I have begun to spend more time in my preparations, more time learning about the places I will be traveling. I have purchased or checked out from the library books on plant and animal life, geography and moon phases. I have spent time in visitor centers looking at the postcards and photography books that contain previously created “classic” images. Before I go somewhere, I do my home work. I slow down and look around. But what do I look for?

As a qualitative researcher, I spend hours pouring over the data I have collected for a particular study to see “what emerges”. In qualitative research you don’t go in looking to answer a specific question. Instead, you spend extensive time in a particular site, what is called “prolonged engagement” to see what is going on there. It is the same with my photography these days. I need to be able to spend enough time to understand what is going on there. Instead of stuffing four or five different locations into a three day weekend, I have begun to spend all three days at one, maybe two places. I have found that by reducing my long weekends to one or two specific locations my images have improved. I believe that I have begun to find the themes and moods of the places I have returned again and again. Rarely, do I create my best images on my first trip somewhere. I have learned to know where to be at sunrise and at sunset, where the best chances of making dramatic images are located. But, I am constantly vigilant to be on the lookout for new perspectives and new locations. I don’t want to just duplicate old perspectives, I want to create new ones as well.

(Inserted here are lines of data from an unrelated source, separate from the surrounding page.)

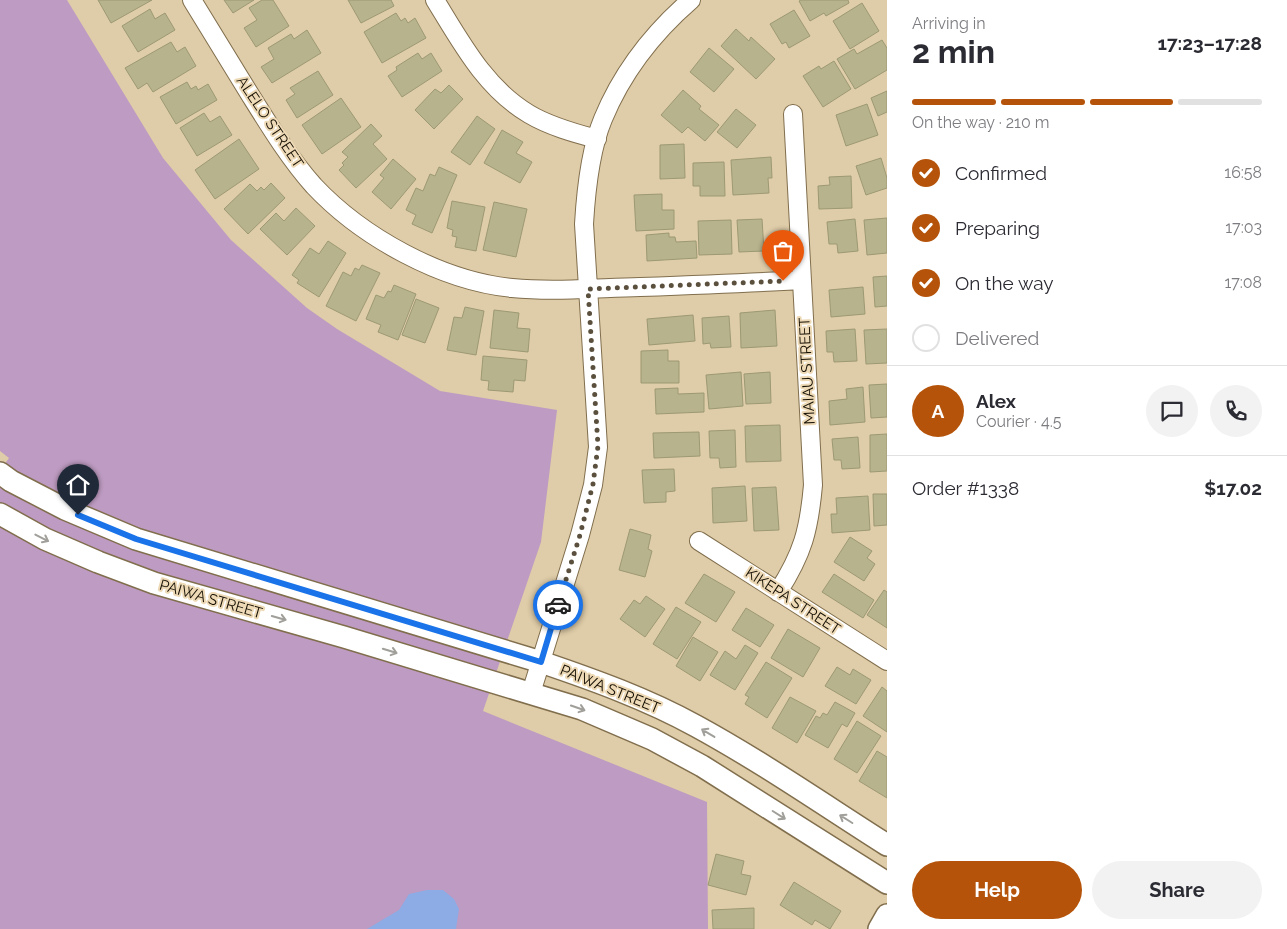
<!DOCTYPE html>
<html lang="en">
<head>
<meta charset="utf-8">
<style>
  body { margin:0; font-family:Raleway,sans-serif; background:#f2f2f3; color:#2b2b33; height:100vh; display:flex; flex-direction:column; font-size:19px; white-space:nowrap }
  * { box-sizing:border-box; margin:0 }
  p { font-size:16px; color:#7c7c81 }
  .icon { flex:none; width:28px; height:28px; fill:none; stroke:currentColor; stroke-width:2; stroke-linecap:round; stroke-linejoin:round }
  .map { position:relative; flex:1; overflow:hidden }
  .panel { display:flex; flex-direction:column; background:#fff; width:400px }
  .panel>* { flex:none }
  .pin { position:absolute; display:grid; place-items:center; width:42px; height:42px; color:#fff; margin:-51px -21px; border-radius:50% 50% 50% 0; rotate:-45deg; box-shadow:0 0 5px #0007 }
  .pin .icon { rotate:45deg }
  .courier { position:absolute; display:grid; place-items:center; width:50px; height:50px; margin:-25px; border:4px solid #1a73e8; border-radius:50%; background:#fff; color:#222; box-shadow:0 1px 6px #0007 }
  .headline em { font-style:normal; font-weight:700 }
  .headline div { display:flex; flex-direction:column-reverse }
  .headline { display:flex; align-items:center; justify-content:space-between; height:85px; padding:0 25px }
  h1 { font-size:32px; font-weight:700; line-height:38px }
  .bar { display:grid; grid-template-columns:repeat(4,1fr); gap:8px 5px; align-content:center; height:60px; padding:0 25px }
  .bar i { height:6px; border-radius:4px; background:#e1e1e2 }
  .bar .current { background:#b45309 }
  .bar p { grid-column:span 4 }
  .line { display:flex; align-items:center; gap:12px; padding:0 25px; border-top:1px solid #e1e1e2 }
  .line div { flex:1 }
  .round { display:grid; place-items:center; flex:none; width:52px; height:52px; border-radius:26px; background:#f2f2f3 }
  ol { padding:0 25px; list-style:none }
  li { display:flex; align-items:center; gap:15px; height:55px }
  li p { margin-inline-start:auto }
  li .icon { padding:5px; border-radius:50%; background:#b45309; color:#fff; stroke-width:4 }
  li:last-child { color:#7c7c81 }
  li i { width:28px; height:28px; border:2px solid #e1e1e2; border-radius:50% }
  .action { display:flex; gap:10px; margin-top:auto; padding:10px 25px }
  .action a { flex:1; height:58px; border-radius:30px; background:#b45309; color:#fff; font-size:20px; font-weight:700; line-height:58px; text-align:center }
  .action a+a { background:#f2f2f3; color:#2b2b33 }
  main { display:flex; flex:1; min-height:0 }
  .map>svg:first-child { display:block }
  .green { fill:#be9bc2 }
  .water { fill:#8dabe5 }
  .building { fill:#b7b38d; stroke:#9c9973 }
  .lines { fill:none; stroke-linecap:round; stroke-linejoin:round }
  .minor-casing { stroke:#806e4d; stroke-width:20 }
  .tertiary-casing { stroke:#806e4d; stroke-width:24 }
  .minor { stroke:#fff; stroke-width:18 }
  .tertiary { stroke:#fff; stroke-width:21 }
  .oneway { stroke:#a19f9a }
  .done { stroke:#5b503d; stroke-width:5; stroke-dasharray:0 9 }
  .route { stroke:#1a73e8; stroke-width:6 }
  .labels { text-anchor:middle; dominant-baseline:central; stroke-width:4; stroke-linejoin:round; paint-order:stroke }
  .street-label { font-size:15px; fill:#140e03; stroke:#edd9b5 }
</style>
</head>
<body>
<main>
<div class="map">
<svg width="887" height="929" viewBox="0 0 887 929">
  <rect width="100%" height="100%" fill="#dfcca8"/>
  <!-- green -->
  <path class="green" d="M 0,0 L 67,0 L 163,158 L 231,240 L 307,308 L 337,329 L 440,391 L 557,410 L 541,542 L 483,711 L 707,802 L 708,929 L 0,929 L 0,471 L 9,458 L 0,451 Z"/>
  <!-- water -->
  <path class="water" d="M 427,890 L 443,890 L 454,899 L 459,909 L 456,929 L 367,929 L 399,910 L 409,894 Z"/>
  <!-- building -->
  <path class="building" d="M 98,0 L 152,0 L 111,23 Z
    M 224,0 L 254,0 L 233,13 Z
    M 262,0 L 273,0 L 289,26 L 256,47 L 244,28 L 257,20 L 249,8 Z
    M 348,0 L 391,0 L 394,6 L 361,23 Z
    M 801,0 L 848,0 L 849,3 L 826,16 L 824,13 L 810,21 L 799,1 Z
    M 862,3 L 879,31 L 850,49 L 833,21 Z
    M 150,9 L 155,19 L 165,13 L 175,30 L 138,52 L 122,26 Z
    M 794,10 L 810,36 L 789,48 L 786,42 L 782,44 L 770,24 Z
    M 396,13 L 401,21 L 405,18 L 408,23 L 415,18 L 426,38 L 382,63 L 364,32 Z
    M 736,29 L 749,41 L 751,37 L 775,59 L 756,79 L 721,46 Z
    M 307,30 L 321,53 L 272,83 L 261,67 L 274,59 L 268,48 L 291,34 L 294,39 Z
    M 882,40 L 887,48 L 887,70 L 855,89 L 837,59 L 854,49 L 857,54 Z
    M 171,42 L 177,52 L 185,47 L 196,66 L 153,92 L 147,83 L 138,89 L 125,68 Z
    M 709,48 L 734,69 L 714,92 L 690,72 Z
    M 418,53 L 422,59 L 431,53 L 442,71 L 402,97 L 388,76 L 397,70 L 396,67 Z
    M 834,61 L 851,89 L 823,107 L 803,76 L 819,66 L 821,69 Z
    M 318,71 L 333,95 L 297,118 L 286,100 L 295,94 L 290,88 Z
    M 187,82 L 191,89 L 196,86 L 198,90 L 208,84 L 217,100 L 176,124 L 160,97 Z
    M 449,85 L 463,99 L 434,129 L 415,110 L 435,89 L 441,93 Z
    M 683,90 L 701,106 L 699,109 L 719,125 L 705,141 L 688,127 L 682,133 L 661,115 Z
    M 887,91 L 887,112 L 878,116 L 871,98 Z
    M 341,98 L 361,127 L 322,154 L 302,125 Z
    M 867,104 L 878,135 L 846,146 L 836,115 Z
    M 736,109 L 756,125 L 737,148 L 717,132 Z
    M 204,113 L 210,122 L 220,116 L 232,135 L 197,156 L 180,128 Z
    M 477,116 L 495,129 L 470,165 L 451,152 Z
    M 371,124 L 382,136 L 373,144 L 387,159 L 356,188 L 339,170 L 344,165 L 342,163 L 348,157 L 342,152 Z
    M 502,130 L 523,142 L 516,153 L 532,162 L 520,183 L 484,163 Z
    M 239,139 L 259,169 L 215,199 L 195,170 Z
    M 684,144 L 685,178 L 660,179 L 660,145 Z
    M 771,157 L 772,178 L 768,178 L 769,193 L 733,195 L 731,160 Z
    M 881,158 L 887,178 L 887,188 L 866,195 L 856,166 Z
    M 393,159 L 416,179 L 391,209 L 372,192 L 384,178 L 380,175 Z
    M 724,162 L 725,196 L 700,196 L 700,186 L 693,186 L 693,163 Z
    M 439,167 L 457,175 L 432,233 L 412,224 L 416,215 L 406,210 L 416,188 L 423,191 L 430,174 L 435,176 Z
    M 851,176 L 852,208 L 819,209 L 818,186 L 830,185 L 829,177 Z
    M 271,183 L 285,198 L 248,234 L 224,209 L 250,184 L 257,191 L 261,187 L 264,190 Z
    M 662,194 L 662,210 L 674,210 L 674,229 L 636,231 L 634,195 Z
    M 452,201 L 485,207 L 476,251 L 455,247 L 457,237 L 452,236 L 453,230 L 447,228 Z
    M 494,202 L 527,209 L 516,257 L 483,250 Z
    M 296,208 L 315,226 L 287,255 L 260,229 L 276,213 L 284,221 Z
    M 887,218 L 887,253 L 867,255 L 864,220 Z
    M 762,219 L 764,251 L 739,252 L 737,220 Z
    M 855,219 L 858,251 L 838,253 L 837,244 L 829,244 L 827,222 Z
    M 731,220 L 732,254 L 699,255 L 698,221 Z
    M 669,233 L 669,237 L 675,237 L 676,242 L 696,241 L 697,258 L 647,261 L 646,235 Z
    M 328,241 L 346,253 L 319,297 L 297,283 L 299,280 L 292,275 L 310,248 L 319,254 Z
    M 362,265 L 380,273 L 356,321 L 326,306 L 343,272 L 351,276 L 355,268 L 359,270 Z
    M 887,276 L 887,306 L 875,307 L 873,277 Z
    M 394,285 L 416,294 L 398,340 L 378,332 L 381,325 L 366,319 L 376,295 L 384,298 L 388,291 L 391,292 Z
    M 863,287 L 865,314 L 831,317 L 829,290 Z
    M 416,299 L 439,308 L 425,343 L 402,335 Z
    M 465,307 L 484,311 L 476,355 L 447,350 L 454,317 L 462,318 Z
    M 494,310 L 519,313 L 517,328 L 530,329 L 528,352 L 490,348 Z
    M 775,310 L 777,346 L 741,348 L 740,313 Z
    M 693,315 L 695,341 L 649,345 L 647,319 Z
    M 729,316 L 731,347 L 711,348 L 710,343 L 703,344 L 702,318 Z
    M 855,329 L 857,361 L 834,362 L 833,352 L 827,352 L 826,331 Z
    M 887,329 L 887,363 L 866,364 L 864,330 Z
    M 668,350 L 668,361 L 679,361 L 679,383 L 641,383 L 641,351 Z
    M 483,356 L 527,360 L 525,381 L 514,380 L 513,392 L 488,390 L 489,381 L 481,380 Z
    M 741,372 L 743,406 L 709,409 L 706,375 Z
    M 770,372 L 771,403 L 746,404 L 744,374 Z
    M 887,384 L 887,417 L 871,418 L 869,385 Z
    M 863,387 L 865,422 L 830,425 L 829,401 L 847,399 L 846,389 Z
    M 678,388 L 678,394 L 704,393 L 704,412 L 656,414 L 655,389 Z
    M 780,425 L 781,461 L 746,462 L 745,426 Z
    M 735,430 L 736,467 L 720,468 L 719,458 L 710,458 L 709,431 Z
    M 699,432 L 700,456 L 654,458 L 653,433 Z
    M 887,434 L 887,471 L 870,472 L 870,435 Z
    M 858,437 L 860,468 L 842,469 L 841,460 L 834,460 L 832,439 Z
    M 674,469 L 675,491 L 666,492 L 666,502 L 644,503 L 642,470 Z
    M 745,486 L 747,521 L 713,523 L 712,488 Z
    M 776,487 L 779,530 L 754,531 L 752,488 Z
    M 873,494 L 887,494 L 887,525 L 874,526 Z
    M 868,496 L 870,530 L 832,533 L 831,514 L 837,514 L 836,498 Z
    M 630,529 L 651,535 L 648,549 L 652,551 L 645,577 L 619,570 Z
    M 850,537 L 872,551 L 867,558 L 875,564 L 864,581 L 834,562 Z
    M 704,574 L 735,592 L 716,622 L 685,603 Z
    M 834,574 L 874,600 L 863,618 L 822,592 Z
    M 884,590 L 887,592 L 887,628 L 867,615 Z
    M 646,596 L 665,609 L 645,637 L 620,619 L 634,600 L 640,604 Z
    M 676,607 L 701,622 L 677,659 L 653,644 Z
    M 746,608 L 774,625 L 760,647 L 732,630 Z
    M 788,629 L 820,648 L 803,677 L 771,658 Z
    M 693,637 L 718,652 L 700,681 L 676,666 Z
    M 745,645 L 758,653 L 735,690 L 710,675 L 725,651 L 736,659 Z
    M 766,662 L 792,678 L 767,718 L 745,704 L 749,697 L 745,695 Z
    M 837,667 L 850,675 L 853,669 L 871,680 L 856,704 L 825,686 Z
    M 882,687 L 887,691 L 887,732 L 863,716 Z
    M 790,697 L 816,711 L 797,743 L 772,728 Z
    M 835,702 L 855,713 L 847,727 L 842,724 L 828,748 L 805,735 L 816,716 L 820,718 L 823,713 L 827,715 Z
    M 857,721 L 881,736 L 857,773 L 834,759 Z
    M 877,751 L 887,757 L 887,798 L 859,781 Z
    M 716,854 L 744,861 L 741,874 L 751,876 L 746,895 L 708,885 Z
    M 794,882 L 841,911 L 830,929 L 815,920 L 812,925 L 780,905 Z
    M 754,908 L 754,929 L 713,929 L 712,910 Z"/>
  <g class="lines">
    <!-- minor casing -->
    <g class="minor-casing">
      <path id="minor" d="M 192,0 C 211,31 230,62 249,93 C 269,125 289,158 314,186 C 362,237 441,281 512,288 C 554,292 597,288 640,287 C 694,285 748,283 802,280
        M 435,0 C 461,42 485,88 529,114 C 549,126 574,133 597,139
        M 699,541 L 887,661
        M 778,592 C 803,553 809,530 813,485 L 793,114
        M 531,693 L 580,535 L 593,485 L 598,447 L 584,224 C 586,190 590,150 603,119 C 622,73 654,32 691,0"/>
    </g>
    <!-- tertiary casing -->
    <g class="tertiary-casing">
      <path id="tertiary" d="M 0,473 L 11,481 L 65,509 L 136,539 L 541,662 C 594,680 647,699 696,726 C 762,762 824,805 887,845
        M 0,514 L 45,539 L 98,562 L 154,583 L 344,637 L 582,709 L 652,739 L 702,766 L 887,883
        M 879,929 L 887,915"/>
    </g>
    <!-- minor -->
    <use href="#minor" class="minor"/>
    <!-- tertiary -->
    <use href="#tertiary" class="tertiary"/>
  </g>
  <!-- one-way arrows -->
  <defs><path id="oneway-shaft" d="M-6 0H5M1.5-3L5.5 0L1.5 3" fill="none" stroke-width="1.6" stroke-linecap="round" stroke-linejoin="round" transform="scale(1.25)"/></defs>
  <g class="oneway">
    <use href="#oneway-shaft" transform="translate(42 538) rotate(27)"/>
    <use href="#oneway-shaft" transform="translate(279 618) rotate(16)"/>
    <use href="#oneway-shaft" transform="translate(390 651) rotate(17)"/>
    <use href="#oneway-shaft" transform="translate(578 708) rotate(19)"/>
    <use href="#oneway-shaft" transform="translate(708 733) rotate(-149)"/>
    <use href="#oneway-shaft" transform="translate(779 815) rotate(32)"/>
    <use href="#oneway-shaft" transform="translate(846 819) rotate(-148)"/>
  </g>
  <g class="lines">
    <!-- done -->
    <path class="done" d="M 558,605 L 580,535 L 593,484 L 598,446 L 588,289 L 783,281"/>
    <!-- route -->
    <path class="route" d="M 78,515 L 136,539 L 541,662 L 558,605"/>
  </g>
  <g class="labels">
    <!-- street labels -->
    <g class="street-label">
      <text transform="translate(270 122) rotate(56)">ALELO STREET</text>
      <text transform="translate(807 371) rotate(-93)">MAIAU STREET</text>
      <text transform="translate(211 599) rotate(16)">PAIWA STREET</text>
      <text transform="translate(793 601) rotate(33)">KIKEPA STREET</text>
      <text transform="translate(610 689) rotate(22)">PAIWA STREET</text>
    </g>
  </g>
</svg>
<div class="pin" style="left:783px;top:281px;background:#ea580c"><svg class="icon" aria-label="bag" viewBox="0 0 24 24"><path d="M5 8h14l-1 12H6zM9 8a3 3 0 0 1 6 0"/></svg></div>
<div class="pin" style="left:78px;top:515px;background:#1f2937"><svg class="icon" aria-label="home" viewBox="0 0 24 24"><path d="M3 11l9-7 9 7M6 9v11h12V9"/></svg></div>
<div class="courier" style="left:558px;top:605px"><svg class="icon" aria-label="car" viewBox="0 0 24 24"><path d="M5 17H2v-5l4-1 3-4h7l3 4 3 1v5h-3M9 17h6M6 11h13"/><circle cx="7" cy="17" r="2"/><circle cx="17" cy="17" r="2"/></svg></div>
</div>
<section class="panel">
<div class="headline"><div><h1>2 min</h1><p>Arriving in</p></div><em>17:23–17:28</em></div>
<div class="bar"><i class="current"></i><i class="current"></i><i class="current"></i><i></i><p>On the way · 210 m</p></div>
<ol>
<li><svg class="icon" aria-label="check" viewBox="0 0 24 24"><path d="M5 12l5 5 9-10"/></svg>Confirmed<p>16:58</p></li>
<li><svg class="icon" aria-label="check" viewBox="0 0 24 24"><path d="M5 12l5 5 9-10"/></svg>Preparing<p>17:03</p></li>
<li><svg class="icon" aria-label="check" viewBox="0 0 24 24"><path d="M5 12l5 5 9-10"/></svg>On the way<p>17:08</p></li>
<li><i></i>Delivered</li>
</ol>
<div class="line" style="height:90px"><b class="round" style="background:#b45309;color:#fff">A</b><div><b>Alex</b><p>Courier · 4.5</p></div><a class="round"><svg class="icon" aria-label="chat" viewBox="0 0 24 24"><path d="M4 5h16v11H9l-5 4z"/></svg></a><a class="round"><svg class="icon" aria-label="phone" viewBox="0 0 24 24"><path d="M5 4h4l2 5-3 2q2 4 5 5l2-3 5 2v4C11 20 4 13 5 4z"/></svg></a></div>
<div class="line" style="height:65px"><div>Order #1338</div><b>$17.02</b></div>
<div class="action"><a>Help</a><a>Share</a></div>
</section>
</main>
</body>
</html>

Another idea that has helped me create what I feel are better, more dramatic images, is the concept of theme. For a particular location, I may decide that color is a centering concept, that the place cries out green, or blue. Sometimes it is an element of design like parallel lines, texture, shapes, repeating patterns or contrast that I am trying to convey. Another concept is symbolic representation. What one image conveys a location? Some think that these images are overdone or cliché, but if you want one image to represent a particular location, these are often the ones chosen. After I have these classic images in my portfolio, I begin to find my own visions of a place. Then, and probably only then, do I feel I have done a place justice.